(Stored items)
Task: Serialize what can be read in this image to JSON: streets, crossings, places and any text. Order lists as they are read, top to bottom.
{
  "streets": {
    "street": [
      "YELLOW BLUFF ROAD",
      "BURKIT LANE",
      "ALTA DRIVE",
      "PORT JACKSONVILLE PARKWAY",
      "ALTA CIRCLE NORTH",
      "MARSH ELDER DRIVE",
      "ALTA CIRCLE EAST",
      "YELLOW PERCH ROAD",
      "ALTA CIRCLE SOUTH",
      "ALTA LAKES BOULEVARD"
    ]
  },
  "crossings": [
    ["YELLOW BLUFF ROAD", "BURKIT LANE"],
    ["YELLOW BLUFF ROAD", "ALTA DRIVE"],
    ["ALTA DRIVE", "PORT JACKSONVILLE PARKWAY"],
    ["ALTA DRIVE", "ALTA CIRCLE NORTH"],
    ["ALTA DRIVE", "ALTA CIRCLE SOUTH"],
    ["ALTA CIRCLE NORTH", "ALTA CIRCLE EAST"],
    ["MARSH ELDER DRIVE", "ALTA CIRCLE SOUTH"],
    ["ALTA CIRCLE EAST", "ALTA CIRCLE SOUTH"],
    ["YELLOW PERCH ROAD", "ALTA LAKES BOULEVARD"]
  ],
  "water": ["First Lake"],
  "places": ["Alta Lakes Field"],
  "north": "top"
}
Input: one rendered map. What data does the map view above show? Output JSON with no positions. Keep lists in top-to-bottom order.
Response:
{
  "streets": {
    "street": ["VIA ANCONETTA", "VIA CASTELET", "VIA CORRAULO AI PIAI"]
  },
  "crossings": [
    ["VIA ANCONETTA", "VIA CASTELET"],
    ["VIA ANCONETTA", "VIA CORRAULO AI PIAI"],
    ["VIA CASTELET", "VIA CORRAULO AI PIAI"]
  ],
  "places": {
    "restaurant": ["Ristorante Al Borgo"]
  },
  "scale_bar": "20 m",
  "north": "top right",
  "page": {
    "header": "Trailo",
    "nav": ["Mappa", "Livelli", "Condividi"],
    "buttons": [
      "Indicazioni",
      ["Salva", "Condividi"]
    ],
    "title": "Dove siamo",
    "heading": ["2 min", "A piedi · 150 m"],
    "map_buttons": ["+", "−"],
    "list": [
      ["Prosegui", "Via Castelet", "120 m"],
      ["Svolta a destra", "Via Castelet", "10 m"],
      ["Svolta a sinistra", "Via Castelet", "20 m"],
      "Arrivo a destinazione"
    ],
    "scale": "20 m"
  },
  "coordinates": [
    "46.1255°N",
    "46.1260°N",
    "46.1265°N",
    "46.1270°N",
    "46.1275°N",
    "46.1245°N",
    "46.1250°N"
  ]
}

* _WHAT TO PRODUCE_: Repeat the records above in full, character for character.

* _WRITTEN REPLY_:
Task: Serialize what can be read in this image to JSON: streets, crossings, places and any text. Order lists as they are read, top to bottom.
{
  "streets": {
    "street": [
      "YELLOW BLUFF ROAD",
      "BURKIT LANE",
      "ALTA DRIVE",
      "PORT JACKSONVILLE PARKWAY",
      "ALTA CIRCLE NORTH",
      "MARSH ELDER DRIVE",
      "ALTA CIRCLE EAST",
      "YELLOW PERCH ROAD",
      "ALTA CIRCLE SOUTH",
      "ALTA LAKES BOULEVARD"
    ]
  },
  "crossings": [
    ["YELLOW BLUFF ROAD", "BURKIT LANE"],
    ["YELLOW BLUFF ROAD", "ALTA DRIVE"],
    ["ALTA DRIVE", "PORT JACKSONVILLE PARKWAY"],
    ["ALTA DRIVE", "ALTA CIRCLE NORTH"],
    ["ALTA DRIVE", "ALTA CIRCLE SOUTH"],
    ["ALTA CIRCLE NORTH", "ALTA CIRCLE EAST"],
    ["MARSH ELDER DRIVE", "ALTA CIRCLE SOUTH"],
    ["ALTA CIRCLE EAST", "ALTA CIRCLE SOUTH"],
    ["YELLOW PERCH ROAD", "ALTA LAKES BOULEVARD"]
  ],
  "water": ["First Lake"],
  "places": ["Alta Lakes Field"],
  "north": "top"
}
Input: one rendered map. What data does the map view above show? Output JSON with no positions. Keep lists in top-to-bottom order.
Response:
{
  "streets": {
    "street": ["VIA ANCONETTA", "VIA CASTELET", "VIA CORRAULO AI PIAI"]
  },
  "crossings": [
    ["VIA ANCONETTA", "VIA CASTELET"],
    ["VIA ANCONETTA", "VIA CORRAULO AI PIAI"],
    ["VIA CASTELET", "VIA CORRAULO AI PIAI"]
  ],
  "places": {
    "restaurant": ["Ristorante Al Borgo"]
  },
  "scale_bar": "20 m",
  "north": "top right",
  "page": {
    "header": "Trailo",
    "nav": ["Mappa", "Livelli", "Condividi"],
    "buttons": [
      "Indicazioni",
      ["Salva", "Condividi"]
    ],
    "title": "Dove siamo",
    "heading": ["2 min", "A piedi · 150 m"],
    "map_buttons": ["+", "−"],
    "list": [
      ["Prosegui", "Via Castelet", "120 m"],
      ["Svolta a destra", "Via Castelet", "10 m"],
      ["Svolta a sinistra", "Via Castelet", "20 m"],
      "Arrivo a destinazione"
    ],
    "scale": "20 m"
  },
  "coordinates": [
    "46.1255°N",
    "46.1260°N",
    "46.1265°N",
    "46.1270°N",
    "46.1275°N",
    "46.1245°N",
    "46.1250°N"
  ]
}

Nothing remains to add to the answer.